RECORDS PROVIDED section start
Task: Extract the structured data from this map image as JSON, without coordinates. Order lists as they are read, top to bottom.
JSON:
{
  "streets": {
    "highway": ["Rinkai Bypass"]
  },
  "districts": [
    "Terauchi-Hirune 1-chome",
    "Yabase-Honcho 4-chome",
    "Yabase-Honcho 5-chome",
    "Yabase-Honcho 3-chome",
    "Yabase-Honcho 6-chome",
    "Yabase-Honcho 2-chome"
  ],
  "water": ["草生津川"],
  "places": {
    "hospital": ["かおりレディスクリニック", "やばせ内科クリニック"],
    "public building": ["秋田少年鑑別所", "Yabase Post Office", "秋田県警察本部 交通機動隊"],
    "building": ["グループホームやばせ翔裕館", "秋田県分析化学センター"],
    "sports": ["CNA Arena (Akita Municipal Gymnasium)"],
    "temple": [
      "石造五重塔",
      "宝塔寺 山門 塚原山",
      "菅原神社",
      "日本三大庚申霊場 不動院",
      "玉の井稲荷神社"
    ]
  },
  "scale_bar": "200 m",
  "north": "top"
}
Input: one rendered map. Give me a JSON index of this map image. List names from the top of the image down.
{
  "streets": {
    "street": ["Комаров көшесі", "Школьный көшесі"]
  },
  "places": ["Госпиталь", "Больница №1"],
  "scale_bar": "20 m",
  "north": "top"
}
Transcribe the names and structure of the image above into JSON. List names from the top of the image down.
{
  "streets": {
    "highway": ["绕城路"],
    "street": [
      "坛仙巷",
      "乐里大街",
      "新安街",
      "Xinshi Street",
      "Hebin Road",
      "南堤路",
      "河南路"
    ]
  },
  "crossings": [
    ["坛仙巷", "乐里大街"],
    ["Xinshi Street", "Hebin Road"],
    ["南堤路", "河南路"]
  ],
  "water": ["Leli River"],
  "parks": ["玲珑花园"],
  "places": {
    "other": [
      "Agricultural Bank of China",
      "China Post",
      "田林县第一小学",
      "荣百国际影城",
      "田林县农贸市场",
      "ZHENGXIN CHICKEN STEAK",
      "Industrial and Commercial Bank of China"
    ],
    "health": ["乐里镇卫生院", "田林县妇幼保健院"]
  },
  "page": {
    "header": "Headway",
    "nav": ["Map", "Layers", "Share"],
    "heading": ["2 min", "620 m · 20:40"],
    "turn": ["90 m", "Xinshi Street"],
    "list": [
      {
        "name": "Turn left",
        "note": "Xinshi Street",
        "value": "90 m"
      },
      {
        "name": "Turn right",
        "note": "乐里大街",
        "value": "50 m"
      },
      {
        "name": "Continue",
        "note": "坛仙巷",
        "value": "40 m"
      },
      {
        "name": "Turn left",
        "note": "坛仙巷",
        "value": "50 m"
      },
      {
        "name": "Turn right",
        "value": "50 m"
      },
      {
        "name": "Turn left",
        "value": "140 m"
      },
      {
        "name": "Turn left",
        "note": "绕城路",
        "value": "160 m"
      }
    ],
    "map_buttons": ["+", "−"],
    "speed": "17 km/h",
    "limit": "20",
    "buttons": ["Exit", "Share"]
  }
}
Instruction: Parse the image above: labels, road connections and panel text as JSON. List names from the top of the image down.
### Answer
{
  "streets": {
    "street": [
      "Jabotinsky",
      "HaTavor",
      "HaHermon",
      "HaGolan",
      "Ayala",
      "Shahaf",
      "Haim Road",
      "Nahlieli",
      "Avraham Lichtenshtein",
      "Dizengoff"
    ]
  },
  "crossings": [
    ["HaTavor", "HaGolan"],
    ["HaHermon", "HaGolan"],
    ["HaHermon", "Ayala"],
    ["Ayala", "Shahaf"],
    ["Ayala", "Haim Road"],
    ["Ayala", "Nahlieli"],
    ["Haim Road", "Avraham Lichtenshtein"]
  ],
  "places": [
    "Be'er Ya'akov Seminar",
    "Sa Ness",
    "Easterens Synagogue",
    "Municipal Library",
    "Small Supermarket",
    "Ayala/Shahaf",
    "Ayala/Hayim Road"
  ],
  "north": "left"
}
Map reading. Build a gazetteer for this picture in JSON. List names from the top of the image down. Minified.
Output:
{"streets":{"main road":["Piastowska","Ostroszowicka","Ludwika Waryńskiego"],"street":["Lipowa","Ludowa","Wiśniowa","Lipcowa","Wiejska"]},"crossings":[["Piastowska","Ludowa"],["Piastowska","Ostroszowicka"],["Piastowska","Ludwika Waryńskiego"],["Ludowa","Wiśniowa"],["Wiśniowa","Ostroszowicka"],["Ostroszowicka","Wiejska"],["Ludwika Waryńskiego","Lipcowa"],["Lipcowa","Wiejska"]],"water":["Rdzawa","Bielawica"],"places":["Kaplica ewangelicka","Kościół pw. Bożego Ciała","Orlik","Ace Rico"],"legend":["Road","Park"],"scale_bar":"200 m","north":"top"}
RECORDS PROVIDED section end
*ACTION ITEM*: Repeat all the entries word for word.

*COMPLETED EXERCISE*:
Task: Extract the structured data from this map image as JSON, without coordinates. Order lists as they are read, top to bottom.
JSON:
{
  "streets": {
    "highway": ["Rinkai Bypass"]
  },
  "districts": [
    "Terauchi-Hirune 1-chome",
    "Yabase-Honcho 4-chome",
    "Yabase-Honcho 5-chome",
    "Yabase-Honcho 3-chome",
    "Yabase-Honcho 6-chome",
    "Yabase-Honcho 2-chome"
  ],
  "water": ["草生津川"],
  "places": {
    "hospital": ["かおりレディスクリニック", "やばせ内科クリニック"],
    "public building": ["秋田少年鑑別所", "Yabase Post Office", "秋田県警察本部 交通機動隊"],
    "building": ["グループホームやばせ翔裕館", "秋田県分析化学センター"],
    "sports": ["CNA Arena (Akita Municipal Gymnasium)"],
    "temple": [
      "石造五重塔",
      "宝塔寺 山門 塚原山",
      "菅原神社",
      "日本三大庚申霊場 不動院",
      "玉の井稲荷神社"
    ]
  },
  "scale_bar": "200 m",
  "north": "top"
}
Input: one rendered map. Give me a JSON index of this map image. List names from the top of the image down.
{
  "streets": {
    "street": ["Комаров көшесі", "Школьный көшесі"]
  },
  "places": ["Госпиталь", "Больница №1"],
  "scale_bar": "20 m",
  "north": "top"
}
Transcribe the names and structure of the image above into JSON. List names from the top of the image down.
{
  "streets": {
    "highway": ["绕城路"],
    "street": [
      "坛仙巷",
      "乐里大街",
      "新安街",
      "Xinshi Street",
      "Hebin Road",
      "南堤路",
      "河南路"
    ]
  },
  "crossings": [
    ["坛仙巷", "乐里大街"],
    ["Xinshi Street", "Hebin Road"],
    ["南堤路", "河南路"]
  ],
  "water": ["Leli River"],
  "parks": ["玲珑花园"],
  "places": {
    "other": [
      "Agricultural Bank of China",
      "China Post",
      "田林县第一小学",
      "荣百国际影城",
      "田林县农贸市场",
      "ZHENGXIN CHICKEN STEAK",
      "Industrial and Commercial Bank of China"
    ],
    "health": ["乐里镇卫生院", "田林县妇幼保健院"]
  },
  "page": {
    "header": "Headway",
    "nav": ["Map", "Layers", "Share"],
    "heading": ["2 min", "620 m · 20:40"],
    "turn": ["90 m", "Xinshi Street"],
    "list": [
      {
        "name": "Turn left",
        "note": "Xinshi Street",
        "value": "90 m"
      },
      {
        "name": "Turn right",
        "note": "乐里大街",
        "value": "50 m"
      },
      {
        "name": "Continue",
        "note": "坛仙巷",
        "value": "40 m"
      },
      {
        "name": "Turn left",
        "note": "坛仙巷",
        "value": "50 m"
      },
      {
        "name": "Turn right",
        "value": "50 m"
      },
      {
        "name": "Turn left",
        "value": "140 m"
      },
      {
        "name": "Turn left",
        "note": "绕城路",
        "value": "160 m"
      }
    ],
    "map_buttons": ["+", "−"],
    "speed": "17 km/h",
    "limit": "20",
    "buttons": ["Exit", "Share"]
  }
}
Instruction: Parse the image above: labels, road connections and panel text as JSON. List names from the top of the image down.
### Answer
{
  "streets": {
    "street": [
      "Jabotinsky",
      "HaTavor",
      "HaHermon",
      "HaGolan",
      "Ayala",
      "Shahaf",
      "Haim Road",
      "Nahlieli",
      "Avraham Lichtenshtein",
      "Dizengoff"
    ]
  },
  "crossings": [
    ["HaTavor", "HaGolan"],
    ["HaHermon", "HaGolan"],
    ["HaHermon", "Ayala"],
    ["Ayala", "Shahaf"],
    ["Ayala", "Haim Road"],
    ["Ayala", "Nahlieli"],
    ["Haim Road", "Avraham Lichtenshtein"]
  ],
  "places": [
    "Be'er Ya'akov Seminar",
    "Sa Ness",
    "Easterens Synagogue",
    "Municipal Library",
    "Small Supermarket",
    "Ayala/Shahaf",
    "Ayala/Hayim Road"
  ],
  "north": "left"
}
Map reading. Build a gazetteer for this picture in JSON. List names from the top of the image down. Minified.
Output:
{"streets":{"main road":["Piastowska","Ostroszowicka","Ludwika Waryńskiego"],"street":["Lipowa","Ludowa","Wiśniowa","Lipcowa","Wiejska"]},"crossings":[["Piastowska","Ludowa"],["Piastowska","Ostroszowicka"],["Piastowska","Ludwika Waryńskiego"],["Ludowa","Wiśniowa"],["Wiśniowa","Ostroszowicka"],["Ostroszowicka","Wiejska"],["Ludwika Waryńskiego","Lipcowa"],["Lipcowa","Wiejska"]],"water":["Rdzawa","Bielawica"],"places":["Kaplica ewangelicka","Kościół pw. Bożego Ciała","Orlik","Ace Rico"],"legend":["Road","Park"],"scale_bar":"200 m","north":"top"}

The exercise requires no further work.